Not long after, she leapt to her feet shakily, shuddering. Chen reached out a hand to support her.
“I’ve come to the conclusion,” he went on, “that you most likely will be the next target. Tomorrow or the day after tomorrow, a surveillance camera will be installed here, as indicated in the e-mails. Twenty-four hours. But there are worse scenarios than surveillance that I’m worried about.”
“But why should I be worried? An ill-fated woman like me, it’s all destined,” she said, with a hysterical note in her suddenly husky voice. “The black widow of a white tiger.”
It was Chen’s turn to be astounded. That phrase again.
“And blue dragon and white tiger indeed!” she went on. “He believes that he is a dragon, meant to eventually take the throne.”
In Chinese slang, “white tiger” was sometimes an obscene expression used to describe a woman without pubic hair. There was also a superstitious belief that such a woman brings bad luck to her man. Chen wasn’t sure what was meant by “blue dragon.” In ancient China, an emperor was believed to be a dragon incarnate. But whatever the correct interpretation was, a “blue dragon” was believed to be able to mate with a “white tiger” without worrying about any bad luck.
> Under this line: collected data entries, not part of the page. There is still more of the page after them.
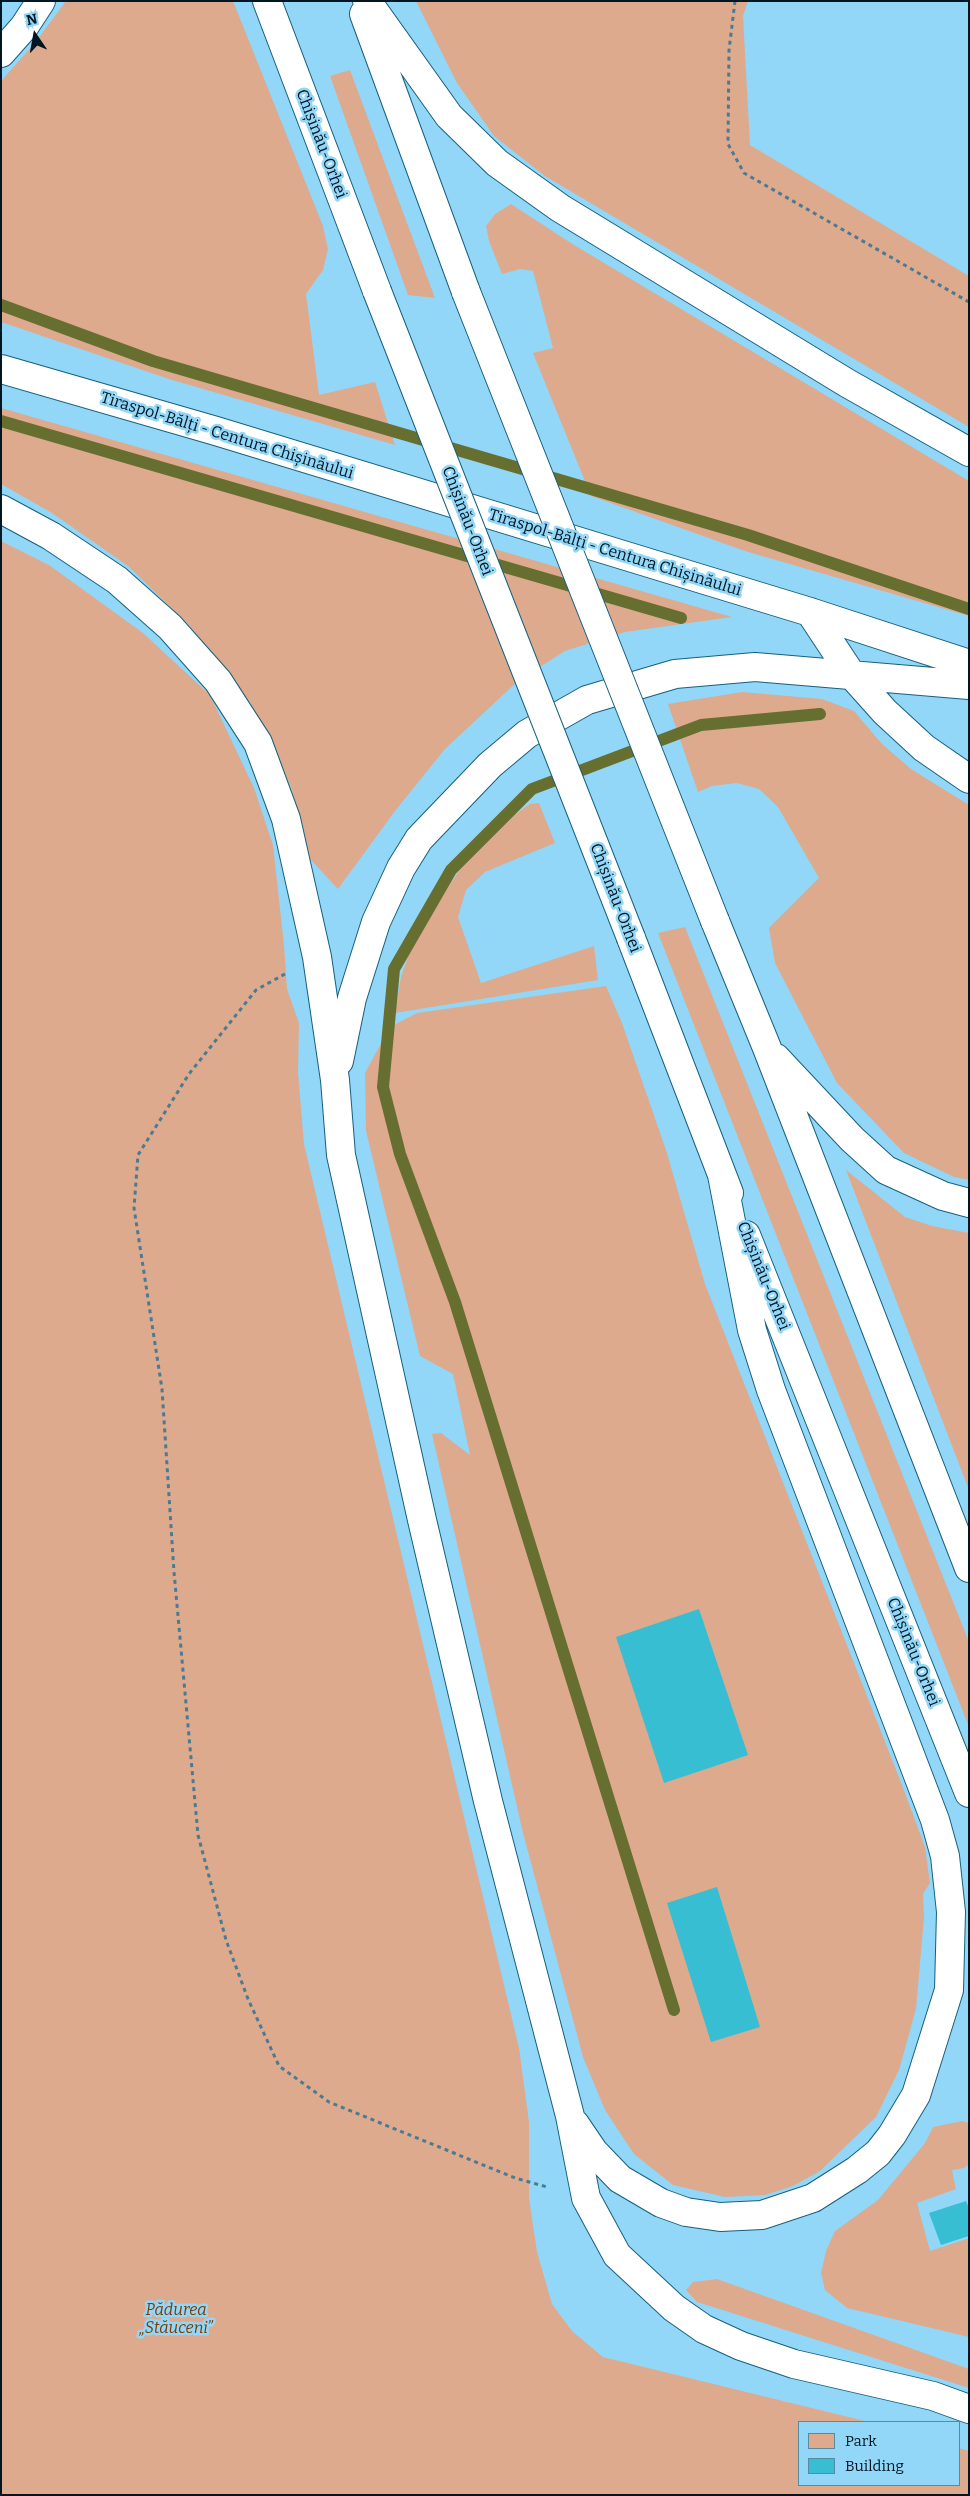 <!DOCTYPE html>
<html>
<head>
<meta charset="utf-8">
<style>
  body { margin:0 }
  #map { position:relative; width:970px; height:2496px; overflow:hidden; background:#92d7f8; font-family:Bitter,serif }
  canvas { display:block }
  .frame { position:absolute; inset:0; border:2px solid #001622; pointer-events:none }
  .legend { position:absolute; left:798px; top:2421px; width:162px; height:65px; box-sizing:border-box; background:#92d7f8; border:1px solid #588aa2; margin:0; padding:6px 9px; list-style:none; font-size:15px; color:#001622 }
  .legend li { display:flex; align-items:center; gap:10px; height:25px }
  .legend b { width:25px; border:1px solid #588aa2 }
  .north { position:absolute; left:10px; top:10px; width:50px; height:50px; -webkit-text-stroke:4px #92d7f8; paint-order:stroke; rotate:348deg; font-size:14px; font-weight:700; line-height:20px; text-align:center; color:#001622 }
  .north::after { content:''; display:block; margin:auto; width:18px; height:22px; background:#001622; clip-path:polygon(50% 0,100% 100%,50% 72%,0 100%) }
</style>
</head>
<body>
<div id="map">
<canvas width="970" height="2496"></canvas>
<div class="frame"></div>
<ul class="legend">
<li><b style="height:14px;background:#ddaa8e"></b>Park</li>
<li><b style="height:14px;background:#37bed2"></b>Building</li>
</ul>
<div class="north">N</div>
</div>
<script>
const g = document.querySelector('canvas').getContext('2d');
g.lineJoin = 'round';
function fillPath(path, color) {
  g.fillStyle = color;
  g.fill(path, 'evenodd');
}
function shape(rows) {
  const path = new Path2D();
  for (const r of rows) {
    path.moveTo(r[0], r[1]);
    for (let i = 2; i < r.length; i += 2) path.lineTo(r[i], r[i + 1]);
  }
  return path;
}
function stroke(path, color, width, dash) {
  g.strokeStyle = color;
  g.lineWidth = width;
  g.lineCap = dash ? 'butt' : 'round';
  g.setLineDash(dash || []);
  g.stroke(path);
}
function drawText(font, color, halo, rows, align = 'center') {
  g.font = font + ' Bitter,serif';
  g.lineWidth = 5;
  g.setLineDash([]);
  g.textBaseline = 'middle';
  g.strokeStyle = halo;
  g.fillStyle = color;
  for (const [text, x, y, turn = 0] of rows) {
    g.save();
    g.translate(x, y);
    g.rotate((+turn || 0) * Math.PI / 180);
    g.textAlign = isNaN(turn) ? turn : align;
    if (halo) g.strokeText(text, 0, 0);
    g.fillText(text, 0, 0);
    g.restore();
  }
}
const green = shape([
  [66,1,233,1,323,226,328,249,323,270,306,294,319,395,375,382,395,445,169,379,1,322,1,81,34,44],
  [416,1,748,1,743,16,750,145,969,276,969,427,545,176,494,136,457,83],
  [350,70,435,298,408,295,330,76],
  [511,204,574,245,969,481,969,616,745,551,591,496,533,353,553,348,533,271,520,269,502,274,489,241,486,226,495,214],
  [1,408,732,617,625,632,565,651,519,680,445,749,395,811,338,889,310,859,291,787,250,702,188,624,128,566,52,513,1,484],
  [1,541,49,565,143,633,210,695,254,788,273,845,284,945,287,989,299,1023,298,1072,304,1144,519,2048,529,2122,529,2198,537,2252,552,2304,572,2331,603,2357,869,2422,799,2422,799,2485,959,2485,959,2448,969,2451,969,2495,1,2495],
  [742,692,822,699,854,711,882,744,911,769,969,805,969,1180,954,1177,904,1153,837,1083,775,963,769,928,819,878,778,807,759,789,737,783,712,786,698,792,668,704],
  [539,803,555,843,485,872,466,890,458,917,481,983,594,946,598,980,395,1013,401,977,409,954,445,891,464,864,493,834,513,816,530,804],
  [685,927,969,1642,969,1727,658,933],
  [606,986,622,1023,666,1150,705,1284,902,1785,925,1847,930,1883,923,1894,924,1918,916,2009,899,2070,876,2117,820,2171,793,2186,765,2195,725,2197,673,2185,634,2154,605,2110,583,2057,523,1833,432,1434,441,1433,470,1455,453,1374,420,1356,366,1131,365,1073,390,1027,417,1013],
  [846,1170,905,1217,932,1226,969,1233,969,1490],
  [962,2121,969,2123,969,2164,964,2168,952,2170,956,2189,917,2203,930,2251,969,2238,969,2337,847,2308,825,2290,821,2273,826,2251,835,2231,878,2200,925,2143,933,2127],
  [717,2279,969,2369,969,2388,697,2302,686,2290,693,2282]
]);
const stream = shape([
  [1,305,153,361,748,535,969,609],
  [1,421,681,618],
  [674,2010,455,1302,400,1154,383,1087,394,969,451,870,532,789,701,725,820,714]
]);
const building = shape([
  [699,1609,748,1755,664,1783,616,1637],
  [717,1887,760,2027,711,2042,667,1903],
  [966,2201,969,2208,969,2236,941,2245,929,2213]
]);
const path = shape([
  [735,1,729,50,728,144,744,173,969,302],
  [285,974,256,990,189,1074,138,1155,134,1208,162,1389,174,1572,198,1835,226,1940,248,1999,279,2066,329,2102,515,2178,547,2187]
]);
const highway = shape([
  [267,1,377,291],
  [367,1,449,116,497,163,560,208,847,383,969,452],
  [364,14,466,292],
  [1,53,24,27,41,1],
  [1,369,216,431,810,612,969,664],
  [1,509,51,536,117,580,170,627,218,681,258,743,286,819,317,957,335,1080,341,1155,422,1520,488,1801,570,2116,586,2198,617,2255,674,2308,704,2329,741,2346,794,2364,933,2396,969,2409],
  [810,612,851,674,885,712,924,748,969,779],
  [715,921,767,1048,969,1568],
  [631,938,729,1193],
  [776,1058,852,1139,886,1170,943,1196,969,1203],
  [339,1061,352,998,376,922,401,868,419,839,490,765,527,734,587,700,675,674,755,667,969,685],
  [746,1235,969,1793],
  [575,2124,594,2152,620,2179,661,2203,686,2212,720,2217,762,2215,813,2198,857,2170,878,2153,892,2135,916,2095,949,1990,951,1912,945,1856,935,1820,771,1390,752,1330,722,1175]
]);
const highwayBridge = shape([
  [377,291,631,938],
  [466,292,715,921]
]);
const streetNames = [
  ["Chișinău-Orhei",321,144,69],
  ["Tiraspol-Bălți - Centura Chișinăului",227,436,17],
  ["Chișinău-Orhei",467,521,69],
  ["Tiraspol-Bălți - Centura Chișinăului",615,553,17],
  ["Chișinău-Orhei",615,898,69],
  ["Chișinău-Orhei",763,1276,68],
  ["Chișinău-Orhei",913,1652,68]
];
const parkNames = [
  ["Pădurea",176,2311],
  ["„Stăuceni”",176,2329]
];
fillPath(green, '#ddaa8e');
stroke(stream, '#666e30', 12);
fillPath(building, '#37bed2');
stroke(highway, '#16607d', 30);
stroke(path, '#4c7a91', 3, [4, 4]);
stroke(highway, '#fff', 28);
stroke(highwayBridge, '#16607d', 30, []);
stroke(highwayBridge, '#fff', 28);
drawText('16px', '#001622', '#92d7f8', streetNames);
drawText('italic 16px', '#813900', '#92d7f8', parkNames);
</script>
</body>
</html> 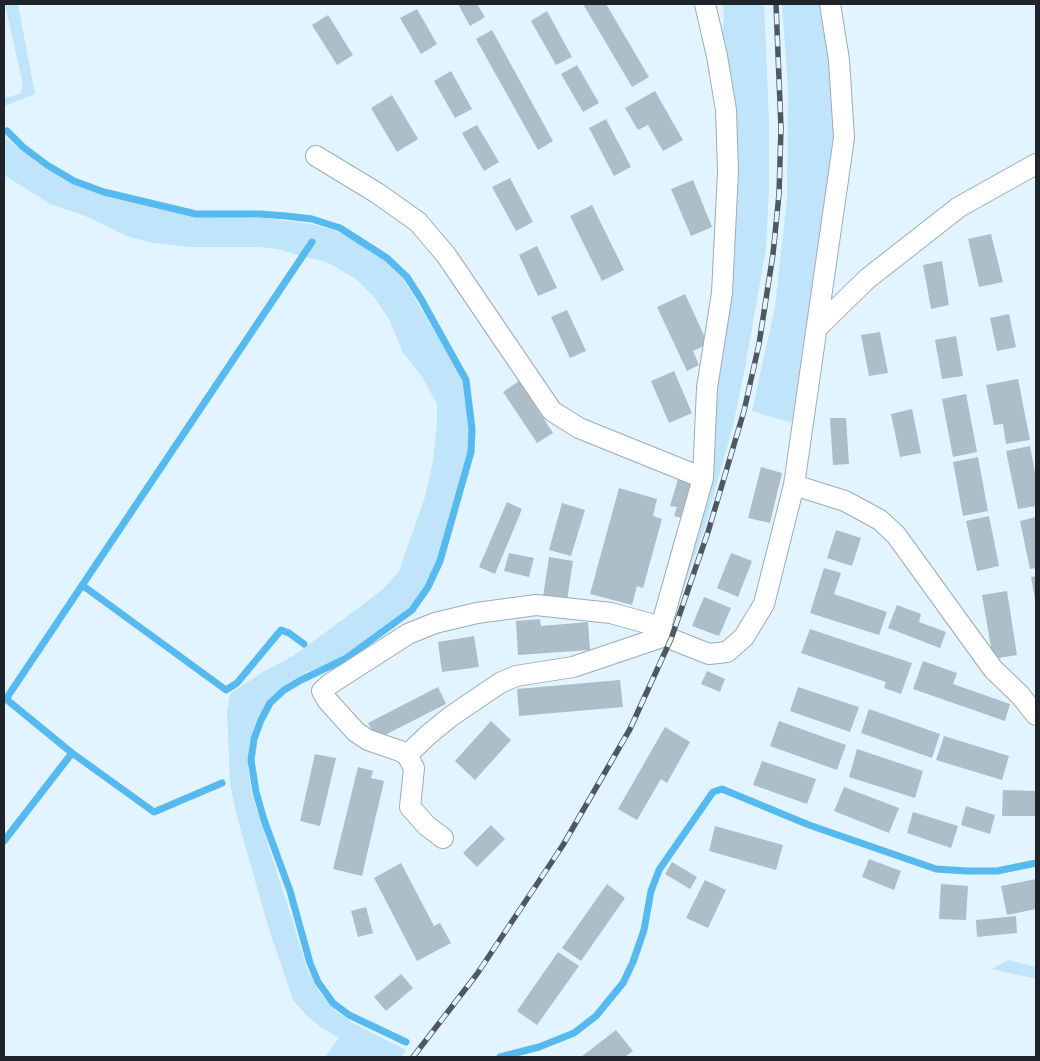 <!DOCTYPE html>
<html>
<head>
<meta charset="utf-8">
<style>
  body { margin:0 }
  #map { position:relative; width:1040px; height:1061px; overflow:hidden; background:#e2f4ff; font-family:Overpass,sans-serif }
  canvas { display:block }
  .frame { position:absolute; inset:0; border:5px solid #1e2429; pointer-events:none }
</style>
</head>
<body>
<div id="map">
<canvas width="1040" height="1061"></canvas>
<div class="frame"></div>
</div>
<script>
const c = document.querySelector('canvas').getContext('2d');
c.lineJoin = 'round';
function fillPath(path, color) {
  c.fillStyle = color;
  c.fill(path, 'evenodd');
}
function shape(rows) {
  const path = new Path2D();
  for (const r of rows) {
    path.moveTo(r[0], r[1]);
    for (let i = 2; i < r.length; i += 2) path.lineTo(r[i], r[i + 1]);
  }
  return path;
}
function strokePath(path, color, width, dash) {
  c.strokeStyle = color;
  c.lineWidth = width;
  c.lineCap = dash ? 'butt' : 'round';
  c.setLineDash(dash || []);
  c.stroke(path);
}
const green = shape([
  [5,4,18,4,35,94,4,106,4,98,20,94,23,85],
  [723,4,764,4,769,121,769,191,766,249,745,368,733,426,704,530,677,607,677,595,714,389,721,51,724,14],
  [782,4,826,4,840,138,812,327,792,423,752,411,775,307,787,198,788,88],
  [4,137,46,169,72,184,104,195,199,217,264,218,311,224,333,230,353,239,390,264,404,280,456,368,466,389,470,429,467,457,444,539,432,574,411,606,343,657,305,673,288,683,269,699,257,719,249,743,248,768,251,792,293,922,307,969,319,992,336,1011,353,1023,406,1050,401,1057,325,1057,339,1038,321,1027,307,1016,293,1000,268,926,236,813,230,783,227,711,230,694,261,673,293,656,357,609,383,589,399,571,424,500,428,485,433,460,437,424,437,404,421,375,403,353,390,321,375,298,357,280,336,267,323,261,298,255,282,250,261,247,191,247,152,243,127,236,83,215,50,204,4,175],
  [1008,960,1036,967,1036,979,992,969]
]);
const stream = shape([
  [7,131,23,147,47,165,74,181,104,192,196,214,260,214,286,216,312,219,340,228,387,258,407,277,421,299,466,380,472,429,471,452,440,561,428,587,412,610,345,659,301,680,284,690,270,703,261,720,254,739,251,760,256,792,264,820,290,891,310,963,318,982,333,1003,349,1015,406,1042],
  [82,585,226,690,237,683,281,630,289,633,304,644],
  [72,753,154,812,222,783],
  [4,841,72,753,6,699,312,242],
  [500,1057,539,1047,574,1033,596,1016,623,983,633,962,644,930,651,891,659,870,713,792,722,789,809,825,936,869,967,871,997,871,1036,863]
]);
const building = shape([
  [458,4,477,4,485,17,470,26],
  [583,4,606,4,649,77,632,87],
  [417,9,437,44,421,54,400,18],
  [547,11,572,57,556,65,531,21],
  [328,15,353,55,337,65,312,25],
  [492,30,553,141,538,150,476,39],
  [577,65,599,103,583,112,561,74],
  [451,71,472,109,455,118,434,81],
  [655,91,683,140,663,151,648,125,638,130,625,108],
  [392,95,418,139,397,152,371,108],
  [606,119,631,167,614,176,589,128],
  [477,125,499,162,484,171,462,133],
  [510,178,533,222,516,231,492,187],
  [693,180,712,227,691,236,671,189],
  [592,205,624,270,602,281,570,216],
  [991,234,1003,282,979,287,968,239],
  [537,246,557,288,538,296,519,255],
  [942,261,949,305,931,309,923,265],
  [685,294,708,344,693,351,699,365,687,371,657,307],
  [567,310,586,351,570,358,551,317],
  [1009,314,1016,347,997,351,990,318],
  [880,332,888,373,869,376,861,335],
  [956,336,963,376,942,379,935,340],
  [674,371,692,413,669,423,651,381],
  [1018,379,1030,440,1006,444,1003,424,994,425,986,385],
  [519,381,553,433,537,443,503,392],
  [966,394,977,452,953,457,942,399],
  [912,409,921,453,900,457,891,414],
  [830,418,846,418,849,464,833,465],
  [1030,446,1036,477,1036,506,1018,509,1006,451],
  [978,457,988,511,963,516,953,462],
  [761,467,782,473,770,523,748,518],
  [678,479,695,483,685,519,674,516,677,507,670,506],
  [619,488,657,499,653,516,662,519,643,588,637,586,632,605,590,594],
  [507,502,522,509,495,574,479,567],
  [562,503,585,510,571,556,549,550],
  [989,516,999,566,977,571,966,521],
  [1036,517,1036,568,1030,569,1020,521],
  [836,530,861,538,852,566,827,558],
  [509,553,534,558,529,577,504,571],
  [731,553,752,561,738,597,717,588],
  [549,557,573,561,567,601,543,597],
  [824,568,841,573,834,594,887,612,879,635,810,613],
  [1036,576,1036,599,1035,599,1031,577],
  [1007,591,1017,655,993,659,982,595],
  [704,597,731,608,719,636,692,626],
  [897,605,921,614,919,622,946,632,940,648,888,628],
  [540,619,541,626,588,622,590,650,518,655,516,621],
  [810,629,912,663,901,694,884,688,886,682,801,653],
  [474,636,479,667,442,672,438,642],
  [923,661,957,673,953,684,1010,704,1005,721,913,689],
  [707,671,725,679,720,692,701,684],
  [620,680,623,707,519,716,517,689],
  [438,687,446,704,377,739,368,723],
  [798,687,859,707,850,732,790,711],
  [869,709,940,734,932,758,861,733],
  [491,721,511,740,475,780,455,761],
  [779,721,846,745,837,770,770,746],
  [665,727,690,742,667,783,661,779,637,820,618,809],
  [944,736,1009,756,1002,780,936,760],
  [857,749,923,771,915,798,849,777],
  [315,754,336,758,320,826,300,821],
  [762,761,816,779,807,804,753,785],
  [358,767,373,771,371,778,384,781,362,876,333,869],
  [844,787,899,808,889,833,834,811],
  [1003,790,1036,791,1036,816,1002,816],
  [966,806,995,815,990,834,961,825],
  [913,812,958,826,951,848,907,833],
  [491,825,505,839,477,867,463,853],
  [715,826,783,845,776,870,709,851],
  [869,859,901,871,894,890,862,877],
  [672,862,697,877,690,889,665,874],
  [401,863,434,926,440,923,451,943,417,961,374,878],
  [1036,879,1036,909,1007,915,1001,886],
  [705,880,726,890,708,928,686,918],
  [607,884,625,898,581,961,562,948],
  [941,884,968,886,966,920,939,919],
  [366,907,373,933,358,937,351,911],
  [1016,916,1017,933,977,937,976,920],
  [558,952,579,966,537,1025,517,1011],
  [401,974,413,988,386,1011,374,997],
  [616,1030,633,1051,625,1057,581,1057]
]);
const street = shape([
  [705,4,717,56,726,110,728,171,722,293,707,388,703,478,661,627,665,636,671,639,709,654,727,652,744,637,764,604,794,485,844,138,839,60,830,4],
  [316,156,377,193,418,222,446,255,552,411,579,428,703,478],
  [818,327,867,279,959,207,1036,164],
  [794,485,845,501,880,520,896,535,993,669,1020,695,1036,715],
  [407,755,428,735,450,717,500,683,516,676,573,667,665,636],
  [443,838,426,825,410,807,414,768,407,755,400,751,368,740,356,732,327,700,322,691,330,684,408,634,435,623,477,613,536,605,611,613,661,627]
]);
const rail = shape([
  [413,1057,477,974,563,845,630,729,671,639,708,532,744,411,759,344,773,254,779,194,781,128,776,4]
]);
fillPath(green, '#c0e4fa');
strokePath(stream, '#56b9ef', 7);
fillPath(building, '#adbec9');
strokePath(street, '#9bacb7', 22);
strokePath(street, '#fff', 20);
strokePath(rail, '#4f585f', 5.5);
strokePath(rail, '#e2f4ff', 4, [11]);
</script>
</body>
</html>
But she used the present tense in her last sentence. So she couldn’t be referring to Liang. And that last part-“eventually take the throne…” It began to hazily dawn on him.
“Thank you for telling me all this,” she said, making a visible effort to pull herself together. “Now, please tell me what I should do.”
That was an unexpected turn. She leaned forward, grasping the chair arm with one hand, the other adjusting her silk robe embroidered with a soaring dragon.
“Tell me what you know about what was going on with Liang,” he said.